La première partie supprimée de cet article, consacrée à la confusion faite par le Parquet guinéen entre (constatation du) « flagrant délit » et « procédure de flagrance », a été brillamment traitée par M. Ibrahima SoryMakanéra. Vu que je ne saurais faire mieux et pour éviter la longueur de ce texte, il sera fait référence à l’excellent papier de M. Makanéra : http://www.guineepresse.info/index.php?id=14,17273,0,0,1,0)…
{jcomments on}
Dudit papier, il ressort que le temps maximum qui s’écoule depuis la perpétration du délit et les actes d’instruction (par exemple l’arrestation) ne soit que le temps matériellement nécessaire pour permettre leur accomplissement. Ainsi l’ « enclenchement » de la procédure de flagrance doit être très rapide et sans interruption. Ce n’est qu’une question de minutes et d’heures (« temps très voisin »). C’est la procédure de flagrance engagée APRES la constatation du flagrant délit qui peut durer pendant 8 jours en France (renouvelable sous certaines conditions) et selon le nouveau Code de Procédure Pénale Guinéen (pas encore en vigueur, pour des raisons contraires aux Articles 78 et 81 de la Constitution) : « A LA SUITE DE LA CONSTATATION d’un crime ou d’un délit flagrant, l’enquête menée sous le contrôle du procureur de la République dans les conditions prévues par le présent chapitre peut se poursuivre sans discontinuer pendant une durée de 10 JOURS, renouvelable deux fois, dès lors qu’il n’existe pas de garde-à-vue. » (Article 63, Alinéa 4).

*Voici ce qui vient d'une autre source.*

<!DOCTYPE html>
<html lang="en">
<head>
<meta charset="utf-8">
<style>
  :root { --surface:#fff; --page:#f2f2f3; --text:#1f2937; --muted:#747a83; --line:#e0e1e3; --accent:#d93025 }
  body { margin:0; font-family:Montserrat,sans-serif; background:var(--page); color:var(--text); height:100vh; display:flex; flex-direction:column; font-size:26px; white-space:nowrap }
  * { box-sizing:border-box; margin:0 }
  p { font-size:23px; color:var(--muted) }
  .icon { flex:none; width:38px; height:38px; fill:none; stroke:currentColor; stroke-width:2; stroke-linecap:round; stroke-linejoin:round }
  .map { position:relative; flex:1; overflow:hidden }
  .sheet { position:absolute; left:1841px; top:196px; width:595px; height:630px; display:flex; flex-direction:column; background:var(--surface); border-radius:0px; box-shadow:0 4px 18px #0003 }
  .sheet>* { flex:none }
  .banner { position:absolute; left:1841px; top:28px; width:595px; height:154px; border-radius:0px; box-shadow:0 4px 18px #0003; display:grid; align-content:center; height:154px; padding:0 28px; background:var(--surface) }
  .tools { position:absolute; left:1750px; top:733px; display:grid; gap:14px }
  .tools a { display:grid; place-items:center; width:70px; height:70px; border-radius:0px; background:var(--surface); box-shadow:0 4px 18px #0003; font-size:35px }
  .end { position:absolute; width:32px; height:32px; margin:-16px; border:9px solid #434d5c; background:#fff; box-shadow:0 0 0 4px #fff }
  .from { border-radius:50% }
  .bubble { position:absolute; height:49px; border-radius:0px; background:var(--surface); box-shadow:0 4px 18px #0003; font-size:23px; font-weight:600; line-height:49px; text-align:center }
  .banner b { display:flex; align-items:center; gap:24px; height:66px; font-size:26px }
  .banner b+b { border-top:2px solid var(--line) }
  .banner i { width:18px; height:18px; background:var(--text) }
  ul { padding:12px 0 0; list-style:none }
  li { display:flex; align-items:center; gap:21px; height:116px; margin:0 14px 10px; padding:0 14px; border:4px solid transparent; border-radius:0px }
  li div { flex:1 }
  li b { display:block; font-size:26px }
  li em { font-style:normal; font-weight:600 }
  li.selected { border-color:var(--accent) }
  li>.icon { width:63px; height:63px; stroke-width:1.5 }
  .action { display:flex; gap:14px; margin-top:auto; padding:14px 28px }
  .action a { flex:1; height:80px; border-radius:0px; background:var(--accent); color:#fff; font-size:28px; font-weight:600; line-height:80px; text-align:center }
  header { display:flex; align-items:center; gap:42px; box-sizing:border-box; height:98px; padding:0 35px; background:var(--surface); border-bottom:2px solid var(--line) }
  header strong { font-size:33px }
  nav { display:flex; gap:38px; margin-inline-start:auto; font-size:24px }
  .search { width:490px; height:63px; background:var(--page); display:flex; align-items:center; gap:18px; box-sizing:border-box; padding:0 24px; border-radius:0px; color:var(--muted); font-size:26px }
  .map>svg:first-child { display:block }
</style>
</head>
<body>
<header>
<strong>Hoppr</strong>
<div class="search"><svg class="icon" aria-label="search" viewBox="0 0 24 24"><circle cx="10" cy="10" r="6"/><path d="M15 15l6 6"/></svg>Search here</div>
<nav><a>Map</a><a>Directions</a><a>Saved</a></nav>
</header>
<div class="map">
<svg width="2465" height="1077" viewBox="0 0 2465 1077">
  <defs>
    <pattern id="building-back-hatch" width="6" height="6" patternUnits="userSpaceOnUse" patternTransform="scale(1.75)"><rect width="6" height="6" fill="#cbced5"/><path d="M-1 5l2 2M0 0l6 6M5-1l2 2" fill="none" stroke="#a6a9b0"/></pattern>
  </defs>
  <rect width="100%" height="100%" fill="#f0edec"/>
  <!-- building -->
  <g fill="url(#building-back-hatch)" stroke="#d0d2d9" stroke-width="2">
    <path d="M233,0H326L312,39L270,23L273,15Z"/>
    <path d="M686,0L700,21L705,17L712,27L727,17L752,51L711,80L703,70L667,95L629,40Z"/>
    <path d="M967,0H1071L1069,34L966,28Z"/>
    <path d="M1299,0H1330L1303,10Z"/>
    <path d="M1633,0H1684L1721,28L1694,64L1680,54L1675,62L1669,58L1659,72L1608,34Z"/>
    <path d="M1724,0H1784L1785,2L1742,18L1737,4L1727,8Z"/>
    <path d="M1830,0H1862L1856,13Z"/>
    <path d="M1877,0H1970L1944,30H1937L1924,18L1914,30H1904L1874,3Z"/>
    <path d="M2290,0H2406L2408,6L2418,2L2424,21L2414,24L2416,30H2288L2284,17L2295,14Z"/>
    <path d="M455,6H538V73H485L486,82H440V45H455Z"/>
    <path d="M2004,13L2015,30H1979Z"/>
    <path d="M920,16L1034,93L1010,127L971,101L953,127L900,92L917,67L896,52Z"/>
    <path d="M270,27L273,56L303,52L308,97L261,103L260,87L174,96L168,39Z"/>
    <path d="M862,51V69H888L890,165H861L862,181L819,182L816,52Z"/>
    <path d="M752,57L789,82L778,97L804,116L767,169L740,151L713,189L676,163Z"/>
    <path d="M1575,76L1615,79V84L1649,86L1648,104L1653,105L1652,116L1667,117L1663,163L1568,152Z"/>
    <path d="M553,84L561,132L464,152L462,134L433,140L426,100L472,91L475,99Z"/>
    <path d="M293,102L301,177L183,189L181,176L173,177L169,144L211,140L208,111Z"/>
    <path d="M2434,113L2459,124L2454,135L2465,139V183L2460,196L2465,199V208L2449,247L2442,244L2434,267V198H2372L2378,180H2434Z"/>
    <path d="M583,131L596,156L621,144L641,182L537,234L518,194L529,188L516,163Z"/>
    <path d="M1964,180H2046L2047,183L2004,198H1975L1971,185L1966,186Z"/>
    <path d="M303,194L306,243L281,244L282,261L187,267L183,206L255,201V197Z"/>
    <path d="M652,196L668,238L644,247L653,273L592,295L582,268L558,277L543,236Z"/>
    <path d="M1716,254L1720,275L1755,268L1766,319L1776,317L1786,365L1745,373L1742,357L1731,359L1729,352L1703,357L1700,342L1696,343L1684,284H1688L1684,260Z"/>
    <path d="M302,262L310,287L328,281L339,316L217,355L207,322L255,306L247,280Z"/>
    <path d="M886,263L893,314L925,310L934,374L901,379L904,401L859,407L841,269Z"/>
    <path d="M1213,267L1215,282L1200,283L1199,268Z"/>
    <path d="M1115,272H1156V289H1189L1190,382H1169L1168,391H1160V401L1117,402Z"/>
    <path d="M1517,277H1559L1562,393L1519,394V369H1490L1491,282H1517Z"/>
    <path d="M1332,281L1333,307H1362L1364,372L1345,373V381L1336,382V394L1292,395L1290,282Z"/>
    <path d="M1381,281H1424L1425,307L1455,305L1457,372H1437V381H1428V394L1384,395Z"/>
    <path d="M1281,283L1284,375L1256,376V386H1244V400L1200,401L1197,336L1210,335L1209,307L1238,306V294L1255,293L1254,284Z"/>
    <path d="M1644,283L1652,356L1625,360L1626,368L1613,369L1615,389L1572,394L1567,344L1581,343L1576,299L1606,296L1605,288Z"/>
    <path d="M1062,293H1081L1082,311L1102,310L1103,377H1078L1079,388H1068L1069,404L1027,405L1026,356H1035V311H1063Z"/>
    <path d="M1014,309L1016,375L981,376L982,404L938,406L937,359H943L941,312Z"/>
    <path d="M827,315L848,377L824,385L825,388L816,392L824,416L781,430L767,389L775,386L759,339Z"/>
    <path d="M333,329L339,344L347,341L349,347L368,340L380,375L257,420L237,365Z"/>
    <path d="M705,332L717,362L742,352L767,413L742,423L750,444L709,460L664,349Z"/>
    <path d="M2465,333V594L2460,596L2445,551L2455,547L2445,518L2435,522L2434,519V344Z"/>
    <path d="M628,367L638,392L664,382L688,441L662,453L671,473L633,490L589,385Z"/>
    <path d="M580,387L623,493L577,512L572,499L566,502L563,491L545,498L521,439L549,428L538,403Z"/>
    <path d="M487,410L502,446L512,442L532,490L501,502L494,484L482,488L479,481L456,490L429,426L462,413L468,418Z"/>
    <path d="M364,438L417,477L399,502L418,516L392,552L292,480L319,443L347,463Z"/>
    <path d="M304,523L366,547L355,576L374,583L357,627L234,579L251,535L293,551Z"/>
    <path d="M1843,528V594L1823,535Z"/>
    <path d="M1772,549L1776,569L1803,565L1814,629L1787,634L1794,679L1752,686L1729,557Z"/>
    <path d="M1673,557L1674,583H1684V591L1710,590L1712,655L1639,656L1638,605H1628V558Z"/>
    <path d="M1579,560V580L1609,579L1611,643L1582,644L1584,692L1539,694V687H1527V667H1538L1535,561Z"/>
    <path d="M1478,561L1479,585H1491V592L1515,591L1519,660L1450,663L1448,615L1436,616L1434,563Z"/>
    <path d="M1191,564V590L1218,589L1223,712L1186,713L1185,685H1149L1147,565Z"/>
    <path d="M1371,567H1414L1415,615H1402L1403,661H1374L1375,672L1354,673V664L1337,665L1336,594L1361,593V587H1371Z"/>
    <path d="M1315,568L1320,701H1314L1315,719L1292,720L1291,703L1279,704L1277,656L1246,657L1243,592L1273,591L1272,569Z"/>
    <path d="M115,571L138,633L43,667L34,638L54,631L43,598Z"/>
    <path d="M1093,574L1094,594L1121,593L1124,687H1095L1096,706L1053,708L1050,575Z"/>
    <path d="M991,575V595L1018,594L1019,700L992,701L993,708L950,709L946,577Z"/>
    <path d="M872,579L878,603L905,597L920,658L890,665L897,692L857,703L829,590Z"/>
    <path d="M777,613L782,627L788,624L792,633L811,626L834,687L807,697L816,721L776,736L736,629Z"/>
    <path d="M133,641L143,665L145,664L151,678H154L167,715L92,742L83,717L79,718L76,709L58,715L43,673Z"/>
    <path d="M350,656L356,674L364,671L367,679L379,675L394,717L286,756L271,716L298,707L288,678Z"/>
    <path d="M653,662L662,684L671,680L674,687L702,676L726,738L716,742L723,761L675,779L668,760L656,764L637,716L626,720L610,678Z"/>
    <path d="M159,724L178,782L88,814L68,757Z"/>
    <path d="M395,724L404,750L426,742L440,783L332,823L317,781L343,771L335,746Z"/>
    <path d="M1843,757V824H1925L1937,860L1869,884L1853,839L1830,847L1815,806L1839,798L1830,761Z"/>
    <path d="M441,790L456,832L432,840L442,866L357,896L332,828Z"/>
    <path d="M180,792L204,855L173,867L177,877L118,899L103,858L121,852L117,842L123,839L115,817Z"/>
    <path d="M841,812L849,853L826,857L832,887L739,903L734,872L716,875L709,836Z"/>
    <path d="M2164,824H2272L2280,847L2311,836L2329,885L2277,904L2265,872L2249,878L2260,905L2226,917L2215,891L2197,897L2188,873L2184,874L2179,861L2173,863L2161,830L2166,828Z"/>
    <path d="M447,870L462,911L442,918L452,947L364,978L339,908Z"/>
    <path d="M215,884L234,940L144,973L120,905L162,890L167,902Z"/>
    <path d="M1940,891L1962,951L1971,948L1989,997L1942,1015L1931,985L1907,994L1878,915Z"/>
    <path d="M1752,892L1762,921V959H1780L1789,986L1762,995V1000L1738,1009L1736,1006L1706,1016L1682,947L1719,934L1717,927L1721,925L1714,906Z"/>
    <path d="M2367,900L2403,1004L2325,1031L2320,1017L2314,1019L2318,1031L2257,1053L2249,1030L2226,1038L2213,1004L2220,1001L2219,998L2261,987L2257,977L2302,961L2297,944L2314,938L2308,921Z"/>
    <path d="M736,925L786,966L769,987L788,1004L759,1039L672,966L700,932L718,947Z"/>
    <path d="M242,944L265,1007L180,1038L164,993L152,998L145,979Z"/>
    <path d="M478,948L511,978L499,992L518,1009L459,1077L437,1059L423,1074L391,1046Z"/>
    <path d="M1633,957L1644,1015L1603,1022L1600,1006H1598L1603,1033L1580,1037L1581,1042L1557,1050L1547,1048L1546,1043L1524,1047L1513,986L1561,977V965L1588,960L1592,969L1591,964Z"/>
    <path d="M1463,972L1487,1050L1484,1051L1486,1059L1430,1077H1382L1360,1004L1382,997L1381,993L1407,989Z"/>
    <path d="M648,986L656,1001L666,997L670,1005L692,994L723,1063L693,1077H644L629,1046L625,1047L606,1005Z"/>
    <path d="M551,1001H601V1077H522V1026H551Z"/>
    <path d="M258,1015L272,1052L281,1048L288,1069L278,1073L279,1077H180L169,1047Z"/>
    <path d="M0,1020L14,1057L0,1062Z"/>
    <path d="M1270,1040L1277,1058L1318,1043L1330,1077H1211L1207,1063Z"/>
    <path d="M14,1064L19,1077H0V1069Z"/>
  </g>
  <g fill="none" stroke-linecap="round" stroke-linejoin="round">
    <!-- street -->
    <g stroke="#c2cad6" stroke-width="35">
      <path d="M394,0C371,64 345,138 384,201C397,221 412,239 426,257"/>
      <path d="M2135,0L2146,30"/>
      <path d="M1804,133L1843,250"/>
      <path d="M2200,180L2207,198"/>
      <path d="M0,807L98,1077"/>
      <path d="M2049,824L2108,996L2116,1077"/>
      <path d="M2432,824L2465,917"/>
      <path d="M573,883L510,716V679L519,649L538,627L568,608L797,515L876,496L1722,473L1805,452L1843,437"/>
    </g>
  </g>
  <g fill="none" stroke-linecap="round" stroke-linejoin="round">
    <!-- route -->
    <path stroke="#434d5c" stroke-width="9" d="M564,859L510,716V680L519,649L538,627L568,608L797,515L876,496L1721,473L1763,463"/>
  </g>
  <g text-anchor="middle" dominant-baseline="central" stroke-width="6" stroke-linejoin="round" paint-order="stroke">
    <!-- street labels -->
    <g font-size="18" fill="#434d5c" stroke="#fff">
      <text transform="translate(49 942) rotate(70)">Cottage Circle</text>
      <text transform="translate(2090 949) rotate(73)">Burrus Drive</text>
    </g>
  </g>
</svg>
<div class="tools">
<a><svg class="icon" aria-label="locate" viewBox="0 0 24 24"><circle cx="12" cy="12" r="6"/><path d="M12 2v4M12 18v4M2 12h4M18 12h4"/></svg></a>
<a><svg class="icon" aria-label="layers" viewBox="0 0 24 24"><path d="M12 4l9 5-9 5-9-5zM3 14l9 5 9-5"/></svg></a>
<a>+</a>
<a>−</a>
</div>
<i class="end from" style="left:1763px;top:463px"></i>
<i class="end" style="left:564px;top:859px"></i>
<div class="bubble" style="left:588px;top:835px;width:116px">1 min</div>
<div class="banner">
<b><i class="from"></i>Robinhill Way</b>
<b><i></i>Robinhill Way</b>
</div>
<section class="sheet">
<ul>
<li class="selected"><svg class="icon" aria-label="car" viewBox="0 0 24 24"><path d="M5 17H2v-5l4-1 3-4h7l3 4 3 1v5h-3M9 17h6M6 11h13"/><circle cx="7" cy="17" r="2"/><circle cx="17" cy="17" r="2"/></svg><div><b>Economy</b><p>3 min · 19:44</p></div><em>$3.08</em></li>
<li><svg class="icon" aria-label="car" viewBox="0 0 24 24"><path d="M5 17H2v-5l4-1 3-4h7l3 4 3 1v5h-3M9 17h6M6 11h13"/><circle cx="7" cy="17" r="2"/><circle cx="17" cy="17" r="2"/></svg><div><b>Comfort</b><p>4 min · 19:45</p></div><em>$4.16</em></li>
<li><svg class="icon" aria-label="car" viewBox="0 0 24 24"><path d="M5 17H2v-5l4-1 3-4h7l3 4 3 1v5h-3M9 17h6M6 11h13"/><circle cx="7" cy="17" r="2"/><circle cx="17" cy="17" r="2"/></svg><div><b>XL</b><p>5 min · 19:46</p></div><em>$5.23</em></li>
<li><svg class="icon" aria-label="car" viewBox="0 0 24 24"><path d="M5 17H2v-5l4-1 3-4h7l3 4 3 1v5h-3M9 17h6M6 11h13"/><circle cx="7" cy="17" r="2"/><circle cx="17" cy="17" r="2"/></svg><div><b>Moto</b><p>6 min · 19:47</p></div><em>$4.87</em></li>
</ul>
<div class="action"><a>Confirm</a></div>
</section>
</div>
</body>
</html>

Il m’apparait nécessaire de rappeler, ici, que l’objectif de l’immunité parlementaire ne consiste pas à mettre « le député au-dessus des lois » mais de « préserver la séparation des Pouvoirs » (un bien constitutionnel très sacré). Il s’agit d’éviter que les pouvoirs Exécutif (procureur) et Judiciaire n’entrave le bon fonctionnement du Législatif ou prive arbitrairement un représentant du Peuple d’accomplir sa tâche. En principe, en cas de poursuite d’un député par l’un des 2 premiers Pouvoirs cités, le 3ème Pouvoir statue pour permettre ces poursuites ou pas : C’est l’immunité parlementaire. Et cette immunité parlementaire a un caractère D’ORDRE PUBLIC !!!

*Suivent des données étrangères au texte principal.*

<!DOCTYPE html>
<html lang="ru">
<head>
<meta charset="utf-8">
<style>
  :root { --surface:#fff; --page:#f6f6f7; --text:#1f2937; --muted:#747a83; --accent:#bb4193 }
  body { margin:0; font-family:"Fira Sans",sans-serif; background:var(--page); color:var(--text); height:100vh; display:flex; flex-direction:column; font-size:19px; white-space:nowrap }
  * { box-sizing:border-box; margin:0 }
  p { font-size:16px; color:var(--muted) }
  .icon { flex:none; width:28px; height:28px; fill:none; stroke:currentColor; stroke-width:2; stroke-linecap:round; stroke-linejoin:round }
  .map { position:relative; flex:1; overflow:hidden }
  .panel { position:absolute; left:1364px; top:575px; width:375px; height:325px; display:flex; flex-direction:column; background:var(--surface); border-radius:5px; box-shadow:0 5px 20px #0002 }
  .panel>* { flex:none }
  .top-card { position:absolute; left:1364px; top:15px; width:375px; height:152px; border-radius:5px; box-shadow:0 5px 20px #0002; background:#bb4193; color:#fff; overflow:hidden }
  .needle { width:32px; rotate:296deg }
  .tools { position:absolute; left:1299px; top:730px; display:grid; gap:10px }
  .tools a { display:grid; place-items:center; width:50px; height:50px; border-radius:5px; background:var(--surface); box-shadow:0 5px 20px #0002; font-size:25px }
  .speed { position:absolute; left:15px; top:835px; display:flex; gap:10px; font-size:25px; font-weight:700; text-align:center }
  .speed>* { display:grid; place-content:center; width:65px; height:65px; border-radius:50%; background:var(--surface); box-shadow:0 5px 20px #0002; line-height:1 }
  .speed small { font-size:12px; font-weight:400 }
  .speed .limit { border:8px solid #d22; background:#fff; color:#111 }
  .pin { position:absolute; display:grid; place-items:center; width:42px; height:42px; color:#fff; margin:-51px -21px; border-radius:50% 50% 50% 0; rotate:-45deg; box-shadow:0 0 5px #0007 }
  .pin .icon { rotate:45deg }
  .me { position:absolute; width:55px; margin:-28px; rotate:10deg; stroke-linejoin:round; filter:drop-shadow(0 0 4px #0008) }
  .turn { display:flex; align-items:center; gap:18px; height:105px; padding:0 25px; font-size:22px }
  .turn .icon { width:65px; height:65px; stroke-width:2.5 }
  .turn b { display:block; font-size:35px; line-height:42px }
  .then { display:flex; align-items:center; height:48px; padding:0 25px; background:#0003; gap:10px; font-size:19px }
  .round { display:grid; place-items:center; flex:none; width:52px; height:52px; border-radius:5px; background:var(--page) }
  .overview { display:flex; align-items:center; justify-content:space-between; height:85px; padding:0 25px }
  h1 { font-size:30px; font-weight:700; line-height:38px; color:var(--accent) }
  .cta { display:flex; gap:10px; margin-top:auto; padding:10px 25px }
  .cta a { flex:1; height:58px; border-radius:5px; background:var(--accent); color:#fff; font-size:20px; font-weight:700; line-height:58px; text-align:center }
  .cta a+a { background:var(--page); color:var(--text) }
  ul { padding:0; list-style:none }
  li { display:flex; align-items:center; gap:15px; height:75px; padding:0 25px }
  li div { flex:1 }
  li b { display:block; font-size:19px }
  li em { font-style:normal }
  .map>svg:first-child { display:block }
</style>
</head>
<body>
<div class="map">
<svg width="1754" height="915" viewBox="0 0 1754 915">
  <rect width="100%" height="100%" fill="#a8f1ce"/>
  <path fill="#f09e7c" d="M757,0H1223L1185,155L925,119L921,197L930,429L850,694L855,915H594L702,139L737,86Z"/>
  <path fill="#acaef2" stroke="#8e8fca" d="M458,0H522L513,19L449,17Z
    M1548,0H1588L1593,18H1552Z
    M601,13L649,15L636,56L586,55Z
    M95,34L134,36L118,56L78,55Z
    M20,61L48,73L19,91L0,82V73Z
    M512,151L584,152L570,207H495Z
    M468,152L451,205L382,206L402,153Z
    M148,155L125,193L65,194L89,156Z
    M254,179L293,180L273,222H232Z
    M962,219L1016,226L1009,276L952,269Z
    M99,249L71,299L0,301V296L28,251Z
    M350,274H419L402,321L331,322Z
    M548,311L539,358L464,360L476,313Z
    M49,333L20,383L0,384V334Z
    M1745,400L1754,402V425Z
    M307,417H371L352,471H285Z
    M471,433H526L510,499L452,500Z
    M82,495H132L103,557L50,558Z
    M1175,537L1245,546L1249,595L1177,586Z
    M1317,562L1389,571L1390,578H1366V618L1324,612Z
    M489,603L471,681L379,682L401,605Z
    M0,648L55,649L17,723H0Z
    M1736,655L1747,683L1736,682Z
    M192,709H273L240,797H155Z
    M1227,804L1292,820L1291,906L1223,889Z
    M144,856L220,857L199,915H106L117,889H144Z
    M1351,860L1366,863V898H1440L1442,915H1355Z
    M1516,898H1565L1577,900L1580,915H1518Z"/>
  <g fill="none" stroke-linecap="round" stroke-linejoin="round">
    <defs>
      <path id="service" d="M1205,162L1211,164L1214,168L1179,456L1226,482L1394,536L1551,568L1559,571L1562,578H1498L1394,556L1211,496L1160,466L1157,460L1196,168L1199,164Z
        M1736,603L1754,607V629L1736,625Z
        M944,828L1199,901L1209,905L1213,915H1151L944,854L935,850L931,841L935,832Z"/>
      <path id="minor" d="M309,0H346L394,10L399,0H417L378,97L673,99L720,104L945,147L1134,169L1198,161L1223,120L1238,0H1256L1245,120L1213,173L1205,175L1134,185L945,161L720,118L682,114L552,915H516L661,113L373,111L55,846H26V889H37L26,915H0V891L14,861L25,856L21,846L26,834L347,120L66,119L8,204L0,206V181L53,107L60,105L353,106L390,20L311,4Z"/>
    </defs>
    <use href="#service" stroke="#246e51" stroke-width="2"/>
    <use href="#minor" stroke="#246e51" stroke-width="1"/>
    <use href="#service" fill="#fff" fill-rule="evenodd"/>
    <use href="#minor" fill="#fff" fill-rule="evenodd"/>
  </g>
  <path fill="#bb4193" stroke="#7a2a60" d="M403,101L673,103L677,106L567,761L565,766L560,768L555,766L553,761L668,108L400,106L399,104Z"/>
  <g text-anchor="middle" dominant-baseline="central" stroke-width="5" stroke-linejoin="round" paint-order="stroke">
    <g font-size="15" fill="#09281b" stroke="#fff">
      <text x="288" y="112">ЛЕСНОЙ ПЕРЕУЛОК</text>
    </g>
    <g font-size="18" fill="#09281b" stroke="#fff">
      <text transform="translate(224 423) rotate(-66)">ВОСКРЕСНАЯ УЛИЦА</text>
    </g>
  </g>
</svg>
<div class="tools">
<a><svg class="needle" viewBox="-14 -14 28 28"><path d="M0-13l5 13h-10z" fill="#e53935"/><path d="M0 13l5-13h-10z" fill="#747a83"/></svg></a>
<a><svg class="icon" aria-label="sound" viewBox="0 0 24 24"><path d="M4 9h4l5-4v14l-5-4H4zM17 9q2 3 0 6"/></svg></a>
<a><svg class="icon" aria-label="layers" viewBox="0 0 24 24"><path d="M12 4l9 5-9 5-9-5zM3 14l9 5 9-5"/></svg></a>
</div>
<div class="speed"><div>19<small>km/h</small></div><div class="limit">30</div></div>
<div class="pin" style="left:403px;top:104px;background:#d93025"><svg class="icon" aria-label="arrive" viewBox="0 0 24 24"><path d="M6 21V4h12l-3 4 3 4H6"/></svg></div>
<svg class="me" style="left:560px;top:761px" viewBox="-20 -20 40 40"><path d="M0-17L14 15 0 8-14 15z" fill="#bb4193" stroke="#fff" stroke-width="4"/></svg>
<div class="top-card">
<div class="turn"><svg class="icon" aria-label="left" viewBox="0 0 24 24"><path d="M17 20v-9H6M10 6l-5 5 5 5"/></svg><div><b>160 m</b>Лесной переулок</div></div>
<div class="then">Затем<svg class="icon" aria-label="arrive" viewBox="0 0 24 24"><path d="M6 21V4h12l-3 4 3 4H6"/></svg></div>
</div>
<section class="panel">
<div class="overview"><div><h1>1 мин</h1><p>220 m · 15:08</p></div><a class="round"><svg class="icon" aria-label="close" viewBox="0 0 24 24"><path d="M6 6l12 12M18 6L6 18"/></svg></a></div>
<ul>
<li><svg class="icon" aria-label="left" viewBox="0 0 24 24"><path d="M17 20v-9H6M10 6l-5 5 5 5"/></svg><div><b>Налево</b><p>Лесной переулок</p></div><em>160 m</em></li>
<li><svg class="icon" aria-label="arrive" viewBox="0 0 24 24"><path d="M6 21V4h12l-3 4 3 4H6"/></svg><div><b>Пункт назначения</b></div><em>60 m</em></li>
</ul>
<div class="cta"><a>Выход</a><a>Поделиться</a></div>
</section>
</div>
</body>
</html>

Même en cas de simple doute de la « flagrance » (exception), c’est la règle générale (immunité) qui est à retenir. Vu que le « flagrant délit » ne constitue qu’une exception à la garantie constitutionnelle qu’est l’immunité parlementaire, il (le flagrant délit) devrait nécessairement être interprété de manière restrictive (tout comme le droit pénal). En somme, le « flagrant délit » devrait être vraiment « flagrant » ! En effet, en vertu de la hiérarchie des normes, la Constitution prévaut sur le Code de Procédure Pénale. Autrement dit: En cas de doute sur une protection constitutionnelle, celle-ci doit être accordée.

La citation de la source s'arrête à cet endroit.